A Teologia visual da Beleza
Arquitectura

As atmosferas de Peter Zumthor

Vale a pena acompanhar a exposição do arquitecto Peter Zumthor pela sua próprias palavras pronunciadas numa conferência na Alemanha em Junho de 2003.

Apresentamos aqui um conjunto de excertos, ilustrados, dessa conferência, publicada pela ed. Gustavo Gili, em português, sob o título “Atmosferas”.

Do Prefácio de Brigitte Labs-Ehlert
 “Peter Zumthor aprecia lugares e casas que cuidam do homem, que o deixam viver bem e o apoiam discretamente.”

“O título Atmosferas tem origem no seguinte: interesso-me desde há muito, como é natural, sobre: o que é no fundo a qualidade arquitectónica?
A Qualidade arquitectónica só pode significar que sou tocado por uma obra.
Como se podem projectar coisas assim, que têm uma presença tão bela e natural que me tocam sempre de novo?

Existe um efeito recíproco entre as pessoas e as coisas. É com isto que me identifico como arquitecto. É isto a minha paixão. Existe uma magia no real. No entanto conheço bem a magia dos pensamentos. E a paixão dos pensamentos belos. Mas aqui estou a falar daquilo que muitas vezes acho ainda mais incrível: a magia do verdadeiro e do real.

Observo-me a mim próprio e conto-vos em nove mini-capítulos o que encontrei, o que me move quando tento criar esta atmosfera nas minhas casas. É evidente que as respostas são muito pessoais, não tenho outras.

 

“O corpo da arquitectura
A presença material dos objectos de uma arquitectura, da construção.
O que considero o primeiro e maior segredo da arquitectura, é que consegue juntar as coisas do mundo, os materiais do mundo e criar este espaço. Porque para mim é como uma anatomia. Tal como nós temos o nosso corpo com uma anatomia e coisas que não se vêem, uma pele...etc.  Assim funciona a também a arquitectura e assim tento pensá-la.

Atmosferas, a magia do real – Peter Zumthor, Entornos arquitectónicos - As coisas que me rodeiam, GG, Barcelona, 2006 – na capa: Hans Baumegarten, residência de estudantes na Clausiusstrasse. Zurique, Suíça, 1936

 

“A consonância dos materiais
Colocamos coisas de forma concreta, primeiro mentalmente, depois na realidade, e
vemos como reagem umas com as outras! Os materiais soam em conjunto e irradiam, e é desta composição que sai algo único. Existe uma proximidade crítica entre os materiais que depende dos próprios materiais de do seu peso.

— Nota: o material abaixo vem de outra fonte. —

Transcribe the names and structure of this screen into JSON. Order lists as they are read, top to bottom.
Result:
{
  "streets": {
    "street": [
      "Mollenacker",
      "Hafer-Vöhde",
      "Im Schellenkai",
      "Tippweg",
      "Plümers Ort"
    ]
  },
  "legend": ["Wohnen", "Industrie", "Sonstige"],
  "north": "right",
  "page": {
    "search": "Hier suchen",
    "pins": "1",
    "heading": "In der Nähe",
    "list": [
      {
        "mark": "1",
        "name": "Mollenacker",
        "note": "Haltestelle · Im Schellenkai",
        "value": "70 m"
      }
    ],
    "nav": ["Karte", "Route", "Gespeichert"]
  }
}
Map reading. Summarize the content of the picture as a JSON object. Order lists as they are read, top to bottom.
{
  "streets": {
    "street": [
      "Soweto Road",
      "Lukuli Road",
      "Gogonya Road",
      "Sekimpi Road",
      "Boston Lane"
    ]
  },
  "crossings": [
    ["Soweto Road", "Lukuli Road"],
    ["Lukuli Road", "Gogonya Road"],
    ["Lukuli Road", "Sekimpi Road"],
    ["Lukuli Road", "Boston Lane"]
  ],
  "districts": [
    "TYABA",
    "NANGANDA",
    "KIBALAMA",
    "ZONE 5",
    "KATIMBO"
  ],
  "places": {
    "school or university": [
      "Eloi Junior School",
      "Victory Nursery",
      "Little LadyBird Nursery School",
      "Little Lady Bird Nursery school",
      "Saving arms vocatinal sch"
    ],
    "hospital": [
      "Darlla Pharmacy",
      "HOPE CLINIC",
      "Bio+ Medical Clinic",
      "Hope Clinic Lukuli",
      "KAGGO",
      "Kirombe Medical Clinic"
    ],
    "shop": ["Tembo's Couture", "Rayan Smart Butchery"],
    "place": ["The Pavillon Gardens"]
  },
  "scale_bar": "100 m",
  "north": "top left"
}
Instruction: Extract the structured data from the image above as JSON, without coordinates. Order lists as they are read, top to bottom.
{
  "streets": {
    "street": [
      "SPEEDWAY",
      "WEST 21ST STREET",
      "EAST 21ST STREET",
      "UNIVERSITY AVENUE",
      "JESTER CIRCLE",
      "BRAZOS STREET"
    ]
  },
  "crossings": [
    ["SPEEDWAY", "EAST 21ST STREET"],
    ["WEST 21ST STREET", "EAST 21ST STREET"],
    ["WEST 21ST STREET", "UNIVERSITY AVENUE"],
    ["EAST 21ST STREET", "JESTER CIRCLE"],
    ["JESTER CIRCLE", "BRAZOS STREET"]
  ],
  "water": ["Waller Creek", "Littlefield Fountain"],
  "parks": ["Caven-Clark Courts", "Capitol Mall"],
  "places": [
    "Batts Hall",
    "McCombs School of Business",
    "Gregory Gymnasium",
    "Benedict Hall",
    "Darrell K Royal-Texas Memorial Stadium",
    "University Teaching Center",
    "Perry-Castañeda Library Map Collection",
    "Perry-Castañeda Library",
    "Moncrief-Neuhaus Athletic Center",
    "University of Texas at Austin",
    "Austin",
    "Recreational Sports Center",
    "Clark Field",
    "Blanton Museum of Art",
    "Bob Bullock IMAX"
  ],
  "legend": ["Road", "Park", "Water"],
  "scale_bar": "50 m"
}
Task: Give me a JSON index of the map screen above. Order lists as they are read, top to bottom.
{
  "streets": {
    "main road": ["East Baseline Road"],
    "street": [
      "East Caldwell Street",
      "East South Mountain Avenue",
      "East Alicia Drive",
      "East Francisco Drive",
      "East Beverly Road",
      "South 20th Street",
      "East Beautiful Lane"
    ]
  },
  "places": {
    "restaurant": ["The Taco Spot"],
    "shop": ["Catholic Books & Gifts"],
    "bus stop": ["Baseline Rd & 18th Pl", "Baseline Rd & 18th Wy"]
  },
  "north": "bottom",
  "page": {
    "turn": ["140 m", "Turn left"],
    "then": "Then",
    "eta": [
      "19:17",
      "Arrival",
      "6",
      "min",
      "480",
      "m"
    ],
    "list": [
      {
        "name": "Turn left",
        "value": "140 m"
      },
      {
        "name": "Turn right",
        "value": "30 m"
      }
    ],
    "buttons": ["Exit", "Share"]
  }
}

O Corpo da arquitectura, Capela de S. Bento, desenhos: planta e corte

 

“O som do espaço
Oiçam! Cada espaço funciona como um instrumento grande, colecciona, amplia  e transmite os sons. Isto tem a ver com a sua forma, com a superfície dos materiais e com  a maneira como estão fixos. O som do espaço, o que primeiro me vem à cabeça são os sons de quando era criança, os barulhos da minha mãe a trabalhar na cozinha. Estes sempre me fizeram feliz. Acho muito bonito construir edifício e pensá-lo a partir do silêncio. Ou seja, fazê-lo calmo, o que é difícil, porque o nosso mundo é tão barulhento.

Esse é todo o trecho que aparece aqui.